Introduction: In this tutorial, we will walk you through integrating ClickHouse, a high-performance analytics database, with PostgreSQL, a powerful open-source relational database management system. This integration will enable you to replicate data from PostgreSQL to ClickHouse for efficient data analysis. We’ll provide detailed steps to set up both databases and transfer data seamlessly.
Step 1: Setting Up PostgreSQL
1.1. Launch a Docker Container for PostgreSQL: (Make sure port 15432 is open for incoming traffic)
$ docker run -d --name postgres-container -e POSTGRES_PASSWORD=your_password -p 15432:5432 postgres:latest
$ docker exec -it postgres-container bash
1.3. Connect to PostgreSQL:
$ psql -h 10.0.6.24 -p 15432 -U postgres
1.4. Create a New Database:
postgres=# CREATE DATABASE db_in_psg;
1.5. Connect to the New Database:
postgres=# \c db_in_psg
1.6. Create a Sample Table and Insert Data into the Table
db_in_psg=# CREATE TABLE table1 ( id integer primary key, column1 varchar(10) ); db_in_psg=# INSERT INTO table1 (id, column1) VALUES (1, 'abc'), (2, 'def');
1.7. Verify Data in the Table:
db_in_psg=# select * from table1; id | column1 ----+--------- 1 | abc 2 | def (2 rows)

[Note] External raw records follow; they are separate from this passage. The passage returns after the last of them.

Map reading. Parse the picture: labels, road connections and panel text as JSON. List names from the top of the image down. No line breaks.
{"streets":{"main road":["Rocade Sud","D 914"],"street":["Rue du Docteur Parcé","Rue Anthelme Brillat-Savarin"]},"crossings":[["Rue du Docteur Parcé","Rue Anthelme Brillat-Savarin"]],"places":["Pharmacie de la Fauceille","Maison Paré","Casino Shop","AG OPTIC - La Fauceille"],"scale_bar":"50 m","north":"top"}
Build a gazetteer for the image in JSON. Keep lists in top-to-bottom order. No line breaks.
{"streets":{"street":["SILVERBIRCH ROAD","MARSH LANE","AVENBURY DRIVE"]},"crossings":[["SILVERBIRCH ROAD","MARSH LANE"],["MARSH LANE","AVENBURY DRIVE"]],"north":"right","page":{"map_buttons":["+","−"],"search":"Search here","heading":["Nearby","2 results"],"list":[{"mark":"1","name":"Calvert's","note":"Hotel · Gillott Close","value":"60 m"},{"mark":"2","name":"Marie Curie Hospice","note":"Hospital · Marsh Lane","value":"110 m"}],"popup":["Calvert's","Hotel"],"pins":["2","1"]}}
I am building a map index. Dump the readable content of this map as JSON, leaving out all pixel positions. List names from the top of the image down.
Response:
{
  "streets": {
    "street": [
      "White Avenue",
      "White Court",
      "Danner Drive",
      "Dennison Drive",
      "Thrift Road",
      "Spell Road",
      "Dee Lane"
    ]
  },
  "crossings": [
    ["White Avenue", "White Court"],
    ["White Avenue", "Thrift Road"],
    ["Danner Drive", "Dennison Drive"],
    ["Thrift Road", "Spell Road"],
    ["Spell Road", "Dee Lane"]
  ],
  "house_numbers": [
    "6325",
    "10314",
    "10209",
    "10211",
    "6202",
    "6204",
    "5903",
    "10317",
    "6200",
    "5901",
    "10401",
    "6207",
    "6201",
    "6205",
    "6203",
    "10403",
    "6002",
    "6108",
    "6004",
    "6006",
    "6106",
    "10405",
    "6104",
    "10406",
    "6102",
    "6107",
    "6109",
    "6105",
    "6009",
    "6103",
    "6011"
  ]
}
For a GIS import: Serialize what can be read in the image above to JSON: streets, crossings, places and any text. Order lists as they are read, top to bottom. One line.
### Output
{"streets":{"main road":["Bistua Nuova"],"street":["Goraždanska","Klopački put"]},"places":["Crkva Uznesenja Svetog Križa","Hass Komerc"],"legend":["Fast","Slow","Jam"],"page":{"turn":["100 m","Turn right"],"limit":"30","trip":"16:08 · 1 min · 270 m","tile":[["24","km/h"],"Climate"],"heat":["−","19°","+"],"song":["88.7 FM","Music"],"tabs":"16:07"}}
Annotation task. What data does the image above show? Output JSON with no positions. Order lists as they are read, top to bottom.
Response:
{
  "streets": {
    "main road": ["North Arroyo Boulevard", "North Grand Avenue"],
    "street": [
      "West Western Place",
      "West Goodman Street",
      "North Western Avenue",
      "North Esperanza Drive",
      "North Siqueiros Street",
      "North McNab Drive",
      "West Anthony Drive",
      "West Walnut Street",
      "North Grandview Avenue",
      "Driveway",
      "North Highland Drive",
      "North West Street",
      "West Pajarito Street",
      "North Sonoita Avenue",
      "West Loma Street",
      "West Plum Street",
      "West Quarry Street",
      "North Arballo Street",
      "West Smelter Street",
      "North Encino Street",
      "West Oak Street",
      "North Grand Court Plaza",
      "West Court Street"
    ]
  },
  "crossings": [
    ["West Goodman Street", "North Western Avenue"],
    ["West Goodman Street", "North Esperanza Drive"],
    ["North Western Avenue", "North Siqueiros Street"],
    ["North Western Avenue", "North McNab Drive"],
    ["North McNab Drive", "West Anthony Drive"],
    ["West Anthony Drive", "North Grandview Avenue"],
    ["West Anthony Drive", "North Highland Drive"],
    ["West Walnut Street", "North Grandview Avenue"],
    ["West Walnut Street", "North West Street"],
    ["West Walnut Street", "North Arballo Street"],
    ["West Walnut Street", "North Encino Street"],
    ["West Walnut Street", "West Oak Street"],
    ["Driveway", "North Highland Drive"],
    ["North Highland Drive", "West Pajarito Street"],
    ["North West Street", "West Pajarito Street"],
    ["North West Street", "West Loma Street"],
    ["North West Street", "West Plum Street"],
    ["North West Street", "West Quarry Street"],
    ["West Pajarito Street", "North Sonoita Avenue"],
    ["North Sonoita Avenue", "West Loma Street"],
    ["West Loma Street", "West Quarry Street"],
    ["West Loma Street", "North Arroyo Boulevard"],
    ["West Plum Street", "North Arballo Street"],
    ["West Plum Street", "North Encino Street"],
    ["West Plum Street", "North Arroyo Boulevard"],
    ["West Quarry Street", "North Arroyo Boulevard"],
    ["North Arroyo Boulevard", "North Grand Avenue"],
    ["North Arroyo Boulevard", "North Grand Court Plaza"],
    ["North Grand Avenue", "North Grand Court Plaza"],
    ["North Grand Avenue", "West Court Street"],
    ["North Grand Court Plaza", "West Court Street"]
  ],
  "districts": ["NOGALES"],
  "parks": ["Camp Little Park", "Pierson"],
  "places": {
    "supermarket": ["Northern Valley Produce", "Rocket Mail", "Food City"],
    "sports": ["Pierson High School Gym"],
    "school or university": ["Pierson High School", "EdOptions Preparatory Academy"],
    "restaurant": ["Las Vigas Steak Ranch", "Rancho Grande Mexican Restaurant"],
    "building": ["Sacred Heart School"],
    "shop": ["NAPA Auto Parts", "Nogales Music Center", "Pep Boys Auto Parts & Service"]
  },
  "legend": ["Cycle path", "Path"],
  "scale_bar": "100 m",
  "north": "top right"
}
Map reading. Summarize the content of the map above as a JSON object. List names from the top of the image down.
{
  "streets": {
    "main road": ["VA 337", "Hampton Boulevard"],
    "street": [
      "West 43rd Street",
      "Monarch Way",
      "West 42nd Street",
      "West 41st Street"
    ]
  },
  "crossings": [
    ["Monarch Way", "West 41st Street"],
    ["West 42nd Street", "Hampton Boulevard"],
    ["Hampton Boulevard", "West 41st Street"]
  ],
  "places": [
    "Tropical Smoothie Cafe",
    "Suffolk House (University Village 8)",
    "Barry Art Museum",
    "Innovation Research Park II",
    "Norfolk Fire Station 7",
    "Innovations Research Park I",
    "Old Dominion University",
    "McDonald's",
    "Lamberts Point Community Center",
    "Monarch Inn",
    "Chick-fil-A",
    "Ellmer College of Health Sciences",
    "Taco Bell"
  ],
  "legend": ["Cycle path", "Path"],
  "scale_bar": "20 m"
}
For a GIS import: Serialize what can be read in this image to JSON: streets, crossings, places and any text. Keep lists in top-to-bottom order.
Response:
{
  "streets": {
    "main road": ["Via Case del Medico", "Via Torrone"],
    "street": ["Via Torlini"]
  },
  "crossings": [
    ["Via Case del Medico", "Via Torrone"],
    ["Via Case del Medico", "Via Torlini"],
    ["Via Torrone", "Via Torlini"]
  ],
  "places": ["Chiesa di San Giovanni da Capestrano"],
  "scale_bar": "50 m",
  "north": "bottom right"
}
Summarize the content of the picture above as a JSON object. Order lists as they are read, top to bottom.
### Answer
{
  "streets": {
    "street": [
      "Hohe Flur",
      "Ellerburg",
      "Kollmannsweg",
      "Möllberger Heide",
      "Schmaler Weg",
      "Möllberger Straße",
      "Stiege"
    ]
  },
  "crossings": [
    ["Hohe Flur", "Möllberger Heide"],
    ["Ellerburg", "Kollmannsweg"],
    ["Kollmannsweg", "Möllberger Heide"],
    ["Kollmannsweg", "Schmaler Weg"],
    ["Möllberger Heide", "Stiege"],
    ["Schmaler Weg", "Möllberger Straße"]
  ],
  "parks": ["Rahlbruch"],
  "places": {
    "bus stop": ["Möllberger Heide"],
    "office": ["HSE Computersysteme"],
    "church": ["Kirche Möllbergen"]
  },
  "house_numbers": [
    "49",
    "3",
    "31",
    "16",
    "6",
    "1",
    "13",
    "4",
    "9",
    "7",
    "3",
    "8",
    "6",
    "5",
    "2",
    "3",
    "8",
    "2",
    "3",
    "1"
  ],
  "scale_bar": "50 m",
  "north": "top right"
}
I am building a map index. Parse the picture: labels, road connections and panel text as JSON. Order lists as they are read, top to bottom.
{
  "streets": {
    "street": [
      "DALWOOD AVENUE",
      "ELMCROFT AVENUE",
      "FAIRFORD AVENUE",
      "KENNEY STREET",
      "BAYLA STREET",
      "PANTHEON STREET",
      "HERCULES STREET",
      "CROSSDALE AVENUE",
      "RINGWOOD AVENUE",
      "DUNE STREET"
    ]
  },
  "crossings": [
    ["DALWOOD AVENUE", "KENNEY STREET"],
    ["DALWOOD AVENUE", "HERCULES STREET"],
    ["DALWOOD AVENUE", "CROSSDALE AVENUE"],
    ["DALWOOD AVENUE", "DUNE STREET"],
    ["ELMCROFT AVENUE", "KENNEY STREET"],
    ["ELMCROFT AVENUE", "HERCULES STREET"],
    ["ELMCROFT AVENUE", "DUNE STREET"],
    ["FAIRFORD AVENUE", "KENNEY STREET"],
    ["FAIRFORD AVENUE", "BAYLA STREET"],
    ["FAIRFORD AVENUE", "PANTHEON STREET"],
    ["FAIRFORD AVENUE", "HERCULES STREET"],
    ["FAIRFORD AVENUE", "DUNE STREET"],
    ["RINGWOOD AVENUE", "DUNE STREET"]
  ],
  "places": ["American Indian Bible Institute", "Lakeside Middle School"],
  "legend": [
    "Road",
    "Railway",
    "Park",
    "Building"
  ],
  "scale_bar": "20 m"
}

Step 2: Setting Up ClickHouse
2.1. Access ClickHouse Client:
$ clickhouse-client
2.2. Connect to ClickHouse Server:
clickhouse1 :) show databases;
2.3. Create a New Database:
clickhouse1 :) CREATE DATABASE db_in_ch;
2.4. Create a Table in ClickHouse Linked to PostgreSQL:
clickhouse1 :) CREATE TABLE db_in_ch.table1 ( id UInt64, column1 String ) ENGINE = PostgreSQL('10.0.6.24:15432', 'db_in_psg', 'table1', 'postgres', 'your_password');
2.5. Query Data in the ClickHouse Table:
clickhouse1 :) select * from db_in_ch.table1;
Example 2: If you want to set up a complete environment using docker-compose for quick setup, here you go.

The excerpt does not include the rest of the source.